A Background to The Border Reivers
“If Jesus Christ were emongest them they would deceave him, if he woulde here, trust and followe theire wicked councells!”
(Richard Fenwick 1597)
A brief history lesson
In 1249 The Laws of the Marches were set up jointly by the English & Scottish governments to better manage the Border.
By 1297 there were three main administrative areas on each side of the Border, The East, The Middle and The West Marches overseen by March Wardens. The Heart of Hadrian's Wall lies mainly within the English Middle March. There was also a separate keeper appointed for the more troublesome valley of Liddesdale. For the next three centuries the land North and South of the Anglo-Scottish border was a bad place to live. Bannock Burn in 1314, Flodden in 1513 and other international disputes coloured the landscape and the centuries in more ways than one.

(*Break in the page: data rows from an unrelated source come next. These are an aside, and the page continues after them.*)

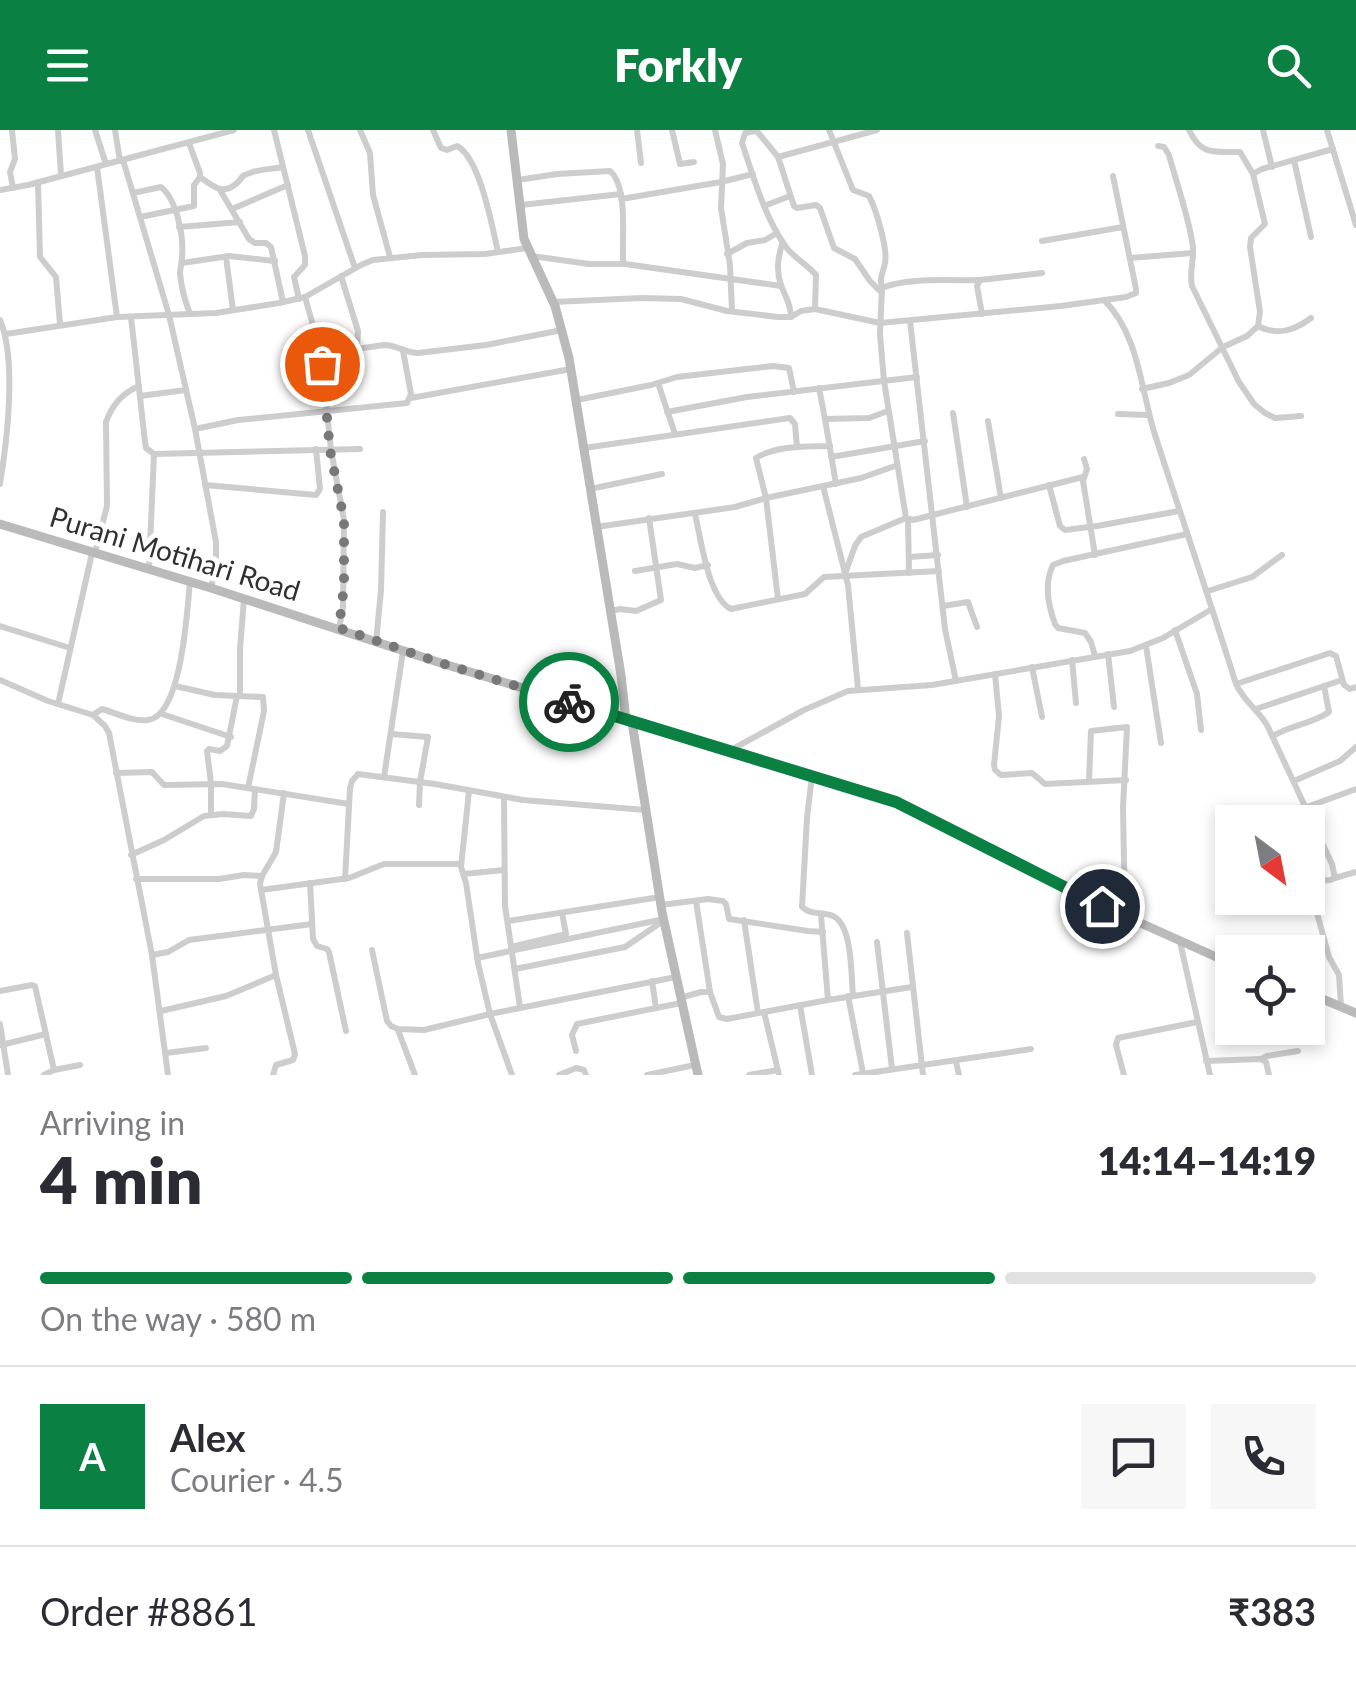 <!DOCTYPE html>
<meta charset="utf-8">
<style>
:root{--surface:#fff;--page:#f7f7f7;--text:#2b2b33;--muted:#7c7c81;--line:#e1e1e2;--accent:#0b8043}
body{margin:0;font-family:Lato,sans-serif;background:var(--page);color:var(--text);height:100vh;display:flex;flex-direction:column;font-size:38px;white-space:nowrap}
*{box-sizing:border-box;margin:0}
p{font-size:32px;color:var(--muted)}
.icon{flex:none;width:55px;height:55px;fill:none;stroke:currentColor;stroke-width:2;stroke-linecap:round;stroke-linejoin:round}
.map{position:relative;height:945px;overflow:hidden}
.details{display:flex;flex-direction:column;background:var(--surface);flex:1}
.details>*{flex:none}
.needle{width:65px;rotate:148deg}
.tools{position:absolute;left:1215px;top:675px;display:grid;gap:20px}
.tools a{display:grid;place-items:center;width:110px;height:110px;border-radius:0px;background:var(--surface);box-shadow:0 5px 15px #0003;font-size:50px}
.pin{position:absolute;display:grid;place-items:center;width:85px;height:85px;color:#fff;margin:-42px;border:5px solid #fff;border-radius:50%;box-shadow:0 2px 10px #0007}
.courier{position:absolute;display:grid;place-items:center;width:100px;height:100px;margin:-50px;border:8px solid #0b8043;border-radius:50%;background:#fff;color:#222;box-shadow:0 2px 12px #0007}
.headline em{font-style:normal;font-weight:800}
.headline div{display:flex;flex-direction:column-reverse}
.headline{display:flex;align-items:center;justify-content:space-between;height:170px;padding:0 40px}
h1{font-size:65px;font-weight:800;line-height:75px}
.bar{display:grid;grid-template-columns:repeat(4,1fr);gap:15px 10px;align-content:center;height:120px;padding:0 40px}
.bar i{height:12px;border-radius:8px;background:var(--line)}
.bar .on{background:var(--accent)}
.bar p{grid-column:span 4}
.line{display:flex;align-items:center;gap:25px;padding:0 40px;border-top:2px solid var(--line)}
.line div{flex:1}
.round{display:grid;place-items:center;flex:none;width:105px;height:105px;border-radius:0px;background:var(--page)}
header{display:flex;justify-content:space-between;align-items:center;height:130px;padding:0 40px;background:var(--accent);color:#fff;font-size:45px;font-weight:800}
.map>svg:first-child{display:block}
.lines{fill:none;stroke-linecap:round;stroke-linejoin:round}
.street{stroke:#cdcdcd;stroke-width:6}
.secondary{stroke:#bababa;stroke-width:9}
.done{stroke:#787878;stroke-width:10;stroke-dasharray:0 18}
.route{stroke:#0b8043;stroke-width:12}
.labels{text-anchor:middle;stroke-width:10;stroke-linejoin:round;paint-order:stroke}
.street-label{font-size:28px;fill:#303030;stroke:#fff}
</style>
<header><svg class="icon" aria-label="menu" viewBox="0 0 24 24"><path d="M4 6h16M4 12h16M4 18h16"/></svg>Forkly<svg class="icon" aria-label="search" viewBox="0 0 24 24"><circle cx="10" cy="10" r="6"/><path d="M15 15l6 6"/></svg></header>
<div class="map">
<svg width="1356" height="945" viewBox="0 0 1356 945">
<rect width="100%" height="100%" fill="#fff"/>
<g class="lines">
<!-- street -->
<g class="street">
<polyline points="12,0 15,29 10,42 13,58"/>
<polyline points="58,0 61,45"/>
<polyline points="95,0 106,34"/>
<polyline points="115,0 120,31"/>
<polyline points="274,0 305,126 305,135 294,147 299,169"/>
<polyline points="308,0 355,138"/>
<polyline points="360,0 370,23 373,65 390,127"/>
<path d="M 433,0 L 441,18 L 447,20 L 457,16 C 480,28 492,96 498,122"/>
<polyline points="637,0 641,33"/>
<polyline points="672,0 680,34 694,32"/>
<polyline points="715,0 723,34 721,78 730,135 732,181"/>
<polyline points="756,0 778,27 794,76 797,78 816,75 820,78 834,118 855,129 870,151 881,162"/>
<path d="M 829,0 L 853,60 L 869,66 C 876,79 888,119 885,133 C 883,144 879,147 882,158"/>
<path d="M 1189,0 C 1202,27 1214,21 1240,22 L 1253,44"/>
<polyline points="1263,0 1272,37"/>
<polyline points="1327,0 1356,95"/>
<path d="M 756,1 L 745,3 L 742,13 C 754,48 764,86 786,117 C 795,129 807,134 816,145 L 815,179"/>
<path d="M 1158,16 L 1164,17 L 1169,25 C 1177,55 1189,87 1193,117 C 1194,131 1189,143 1192,156 L 1239,252 L 1254,274 L 1265,283 L 1275,288 L 1301,286"/>
<polyline points="778,27 877,0"/>
<polyline points="123,30 169,185 195,299 216,412 216,437 211,458"/>
<polyline points="1294,30 1311,107"/>
<polyline points="97,37 117,187"/>
<path d="M 200,47 C 213,56 223,66 237,53 C 244,46 240,46 250,43 C 260,39 273,39 283,37"/>
<path d="M 518,50 L 557,44 L 610,41 C 628,56 622,107 623,131 L 625,134 L 781,156"/>
<polyline points="38,52 40,127 56,147 60,194"/>
<polyline points="0,60 28,55 234,0"/>
<polyline points="220,60 249,109 255,113 266,113 271,117 283,172"/>
<path d="M 133,63 L 161,57 C 177,70 184,107 182,127 C 182,131 180,140 180,143 C 181,157 185,171 190,184"/>
<polyline points="621,69 721,52 753,44"/>
<polyline points="521,75 621,64"/>
<polyline points="764,76 790,66"/>
<polyline points="232,79 288,55"/>
<polyline points="140,87 194,76 194,55 200,47 200,43 189,13"/>
<polyline points="179,97 240,92"/>
<polyline points="1042,111 1123,97"/>
<path d="M 782,114 C 778,128 776,140 781,155 C 785,167 791,173 791,187"/>
<polyline points="727,124 747,113 765,110 777,103"/>
<polyline points="532,126 589,134 624,134"/>
<polyline points="226,127 233,180"/>
<polyline points="1130,128 1193,123"/>
<polyline points="182,133 229,126 275,131"/>
<polyline points="341,146 358,201 357,219"/>
<path d="M 980,150 C 953,151 906,147 882,158 L 880,204 L 884,251 L 906,388 L 913,390 L 1083,347"/>
<polyline points="305,167 321,224 331,320 344,390 343,477 339,499"/>
<path d="M 1104,170 C 1139,204 1141,261 1155,305 C 1182,388 1210,471 1236,554 C 1243,570 1258,580 1267,595 L 1332,734 L 1335,748 L 1330,750 L 1318,751 L 1311,756 L 1311,761 L 1329,827 L 1339,845 L 1341,876"/>
<polyline points="553,172 642,168 681,169 727,181 778,187 791,187 801,181 815,179 880,193 1061,176 1126,167 1136,163 1136,159 1113,46"/>
<polyline points="982,184 977,156 980,150 1042,143"/>
<polyline points="131,187 145,312 146,318 154,324 360,319"/>
<path d="M 0,190 C 17,230 7,311 0,354"/>
<polyline points="910,191 945,499 956,551"/>
<path d="M 1258,196 C 1277,206 1294,201 1311,188"/>
<polyline points="6,204 117,187 216,183 279,173 305,167 361,135 373,130 422,125 485,124 527,118"/>
<path d="M 321,224 L 384,215 C 398,215 405,223 418,223 L 486,215 L 562,200"/>
<polyline points="658,253 675,304"/>
<polyline points="819,258 825,289 869,288 888,281"/>
<polyline points="1142,259 1169,253 1189,245 1223,217 1247,206 1258,196 1260,182 1250,117 1251,108 1265,94 1253,44 1262,39 1333,19"/>
<polyline points="140,266 186,260"/>
<polyline points="411,268 571,239"/>
<polyline points="577,270 651,255 677,247 773,236 789,238 794,262"/>
<polyline points="667,282 747,267 917,247"/>
<polyline points="953,283 967,377"/>
<polyline points="1118,284 1148,285"/>
<polyline points="825,289 836,354"/>
<polyline points="988,291 1001,368"/>
<polyline points="195,299 238,290 407,273 411,264 403,221"/>
<polyline points="584,318 790,288 795,294 797,317"/>
<polyline points="831,327 925,311"/>
<polyline points="1084,329 1087,339 1083,351 1095,425"/>
<polyline points="205,355 316,365 320,359 316,319"/>
<polyline points="1049,355 1060,396 1065,400 1097,396 1179,381"/>
<polyline points="823,356 848,455 858,559"/>
<polyline points="590,359 662,344"/>
<path d="M 695,384 C 701,409 708,468 731,479 L 805,464 L 824,447 L 939,441"/>
<polyline points="908,390 909,443"/>
<polyline points="596,397 735,377 766,368 861,348 895,336"/>
<path d="M 95,423 L 107,376 L 106,292 C 112,275 122,263 139,256"/>
<polyline points="909,427 938,425"/>
<polyline points="149,439 154,324"/>
<polyline points="635,441 677,434 695,438 708,435"/>
<polyline points="846,441 855,416 861,407 906,388"/>
<polyline points="1208,461 1252,447 1282,425"/>
<path d="M 778,469 L 766,368 L 756,328 C 777,315 806,317 830,316"/>
<polyline points="943,476 968,472 977,497"/>
<polyline points="611,481 620,479 636,481 661,470 649,388"/>
<polyline points="0,496 70,518"/>
<polyline points="1175,500 1197,564 1201,600"/>
<polyline points="376,512 381,460 383,382"/>
<polyline points="1146,516 1161,613"/>
<polyline points="1108,524 1114,577"/>
<path d="M 1095,526 L 1091,512 L 1085,503 L 1058,498 L 1055,494 C 1048,475 1044,453 1053,435 L 1063,431 L 1187,404"/>
<polyline points="1072,530 1076,573"/>
<polyline points="1032,537 1042,587"/>
<polyline points="995,544 999,586 994,635 995,640 1001,645 1032,643 1045,654 1126,650"/>
<polyline points="0,550 48,571 93,585 105,596 109,603 152,825 168,945"/>
<polyline points="1236,554 1330,523 1336,526 1344,555 1350,559 1356,557"/>
<polyline points="175,556 215,565 263,567 264,581 248,658"/>
<polyline points="240,566 240,519 244,469"/>
<polyline points="58,574 92,423"/>
<polyline points="1256,579 1342,550"/>
<polyline points="162,584 231,607"/>
<path d="M 93,585 L 102,579 C 116,583 133,592 148,590 C 182,586 187,480 190,452"/>
<polyline points="391,604 428,607 420,652 419,675"/>
<path d="M 1273,606 C 1291,595 1312,594 1329,582 L 1324,556"/>
<polyline points="729,621 804,580 848,561 932,555 1130,521 1163,508 1212,479"/>
<polyline points="116,643 152,642 164,655 222,654 349,674"/>
<path d="M 812,646 L 807,688 L 802,777 C 812,786 822,781 833,786 C 853,795 851,847 853,866"/>
<polyline points="384,647 403,521"/>
<polyline points="1089,651 1091,601 1127,597 1123,678 1125,785"/>
<polyline points="1294,651 1340,631 1356,617"/>
<polyline points="469,661 461,737 466,753 478,833 490,884 512,945"/>
<polyline points="504,667 505,776 520,877"/>
<polyline points="1307,677 1356,659"/>
<polyline points="211,684 211,653 207,621 209,619 220,621 227,616 237,566"/>
<polyline points="131,725 164,710 204,686 223,684 251,686 254,679 255,659"/>
<polyline points="463,744 504,740"/>
<polyline points="1335,748 1356,742"/>
<polyline points="136,749 219,749 244,745 262,746"/>
<polyline points="345,749 350,658 352,651 358,644 435,654 523,670 645,680"/>
<polyline points="310,753 313,809 317,816 327,819 329,822 346,901"/>
<polyline points="261,760 349,748 384,734 461,734"/>
<polyline points="696,771 710,862"/>
<polyline points="661,775 708,769 723,771 726,774 729,789 808,801 823,802"/>
<polyline points="821,785 828,870"/>
<polyline points="744,790 758,883"/>
<polyline points="508,791 660,767"/>
<polyline points="907,803 923,945"/>
<polyline points="877,812 892,939"/>
<polyline points="1180,812 1210,945"/>
<polyline points="511,817 566,804 562,783"/>
<polyline points="372,820 387,891 391,896 398,899 424,900 490,884 676,847"/>
<polyline points="152,825 168,822 189,810 312,794"/>
<polyline points="477,828 664,789"/>
<polyline points="515,839 625,817 663,791"/>
<polyline points="652,851 656,878"/>
<polyline points="0,861 32,855 35,856 54,940"/>
<polyline points="848,866 863,943"/>
<polyline points="680,868 701,862 710,862 719,887 727,889 828,870 912,857"/>
<polyline points="800,875 812,945"/>
<polyline points="161,881 226,866 276,845"/>
<polyline points="764,882 779,945"/>
<polyline points="0,894 8,945"/>
<polyline points="398,900 415,945"/>
<polyline points="1,915 46,904"/>
<polyline points="576,921 572,905 577,894 681,873"/>
<polyline points="166,923 206,918"/>
<polyline points="1261,929 1267,926 1298,921"/>
<polyline points="1206,931 1261,929 1266,932 1269,945"/>
<polyline points="956,932 959,945"/>
<polyline points="44,945 54,940 80,935"/>
<polyline points="273,945 276,935 293,930 295,924 276,845 260,754 262,746 276,722 284,663"/>
<polyline points="559,945 576,938 584,940 586,945"/>
<polyline points="647,945 695,935"/>
<polyline points="749,945 778,940"/>
<polyline points="855,945 1031,919"/>
<polyline points="1124,945 1116,915 1118,908 1197,892"/>
</g>
<!-- secondary -->
<g class="secondary">
<polyline points="511,0 524,109 555,176 569,228 621,545 626,590"/>
<polyline points="0,394 211,458 444,534 896,672 1087,769 1232,834"/>
<polyline points="632,592 662,782 698,945"/>
<polyline points="1308,863 1356,883"/>
</g>
</g>
<g class="lines">
<!-- done -->
<polyline class="done" points="322,234 330,320 344,390 344,456 339,498 444,534 569,572"/>
<!-- route -->
<polyline class="route" points="569,572 896,672 1102,776"/>
</g>
<g class="labels">
<!-- street labels -->
<g class="street-label">
<text transform="translate(175 424) rotate(17)" y="10">Purani Motihari Road</text>
</g>
</g>
</svg>
<div class="tools">
<a><svg class="needle" viewBox="-14 -14 28 28"><path d="M0-13l5 13h-10z" fill="#e53935"/><path d="M0 13l5-13h-10z" fill="#7c7c81"/></svg></a>
<a><svg class="icon" aria-label="locate" viewBox="0 0 24 24"><circle cx="12" cy="12" r="6"/><path d="M12 2v4M12 18v4M2 12h4M18 12h4"/></svg></a>
</div>
<div class="pin" style="left:322px;top:234px;background:#ea580c"><svg class="icon" aria-label="bag" viewBox="0 0 24 24"><path d="M5 8h14l-1 12H6zM9 8a3 3 0 0 1 6 0"/></svg></div>
<div class="pin" style="left:1102px;top:776px;background:#1f2937"><svg class="icon" aria-label="home" viewBox="0 0 24 24"><path d="M3 11l9-7 9 7M6 9v11h12V9"/></svg></div>
<div class="courier" style="left:569px;top:572px"><svg class="icon" aria-label="bike" viewBox="0 0 24 24"><circle cx="6" cy="16" r="4"/><circle cx="18" cy="16" r="4"/><path d="M6 16l4-8h5l3 8M10 8l3 8H6M13 5h3"/></svg></div>
</div>
<section class="details">
<div class="headline"><div><h1>4 min</h1><p>Arriving in</p></div><em>14:14–14:19</em></div>
<div class="bar"><i class="on"></i><i class="on"></i><i class="on"></i><i></i><p>On the way · 580 m</p></div>
<div class="line" style="height:180px"><b class="round" style="background:var(--accent);color:#fff">A</b><div><b>Alex</b><p>Courier · 4.5</p></div><a class="round"><svg class="icon" aria-label="chat" viewBox="0 0 24 24"><path d="M4 5h16v11H9l-5 4z"/></svg></a><a class="round"><svg class="icon" aria-label="phone" viewBox="0 0 24 24"><path d="M5 4h4l2 5-3 2q2 4 5 5l2-3 5 2v4C11 20 4 13 5 4z"/></svg></a></div>
<div class="line" style="height:130px"><div>Order #8861</div><b>₹383</b></div>
</section>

Fuelled by International unrest and ongoing family feuds, a state of lawlessness prevailed until the union of the crowns in the 17th Century. Even in the latter days of Reiving, at the time of the accession of James VI of Scotland to the English throne, the brief period after Elizabeth’s death was know as “Busy Week” since the Reivers believed that, with no head of state, no law could be enforced and so raided accordingly.
Following a scorched earth policy persued by successive national armies local families were forced to survive by raiding or Reiving cattle and goods from their neighbours. A network of secret trails and pathways developed over the boggy moorlands. The Tarras Moss, Spadeadam Waste and Deadwater Fell became places where herds could be hidden and families could hide out.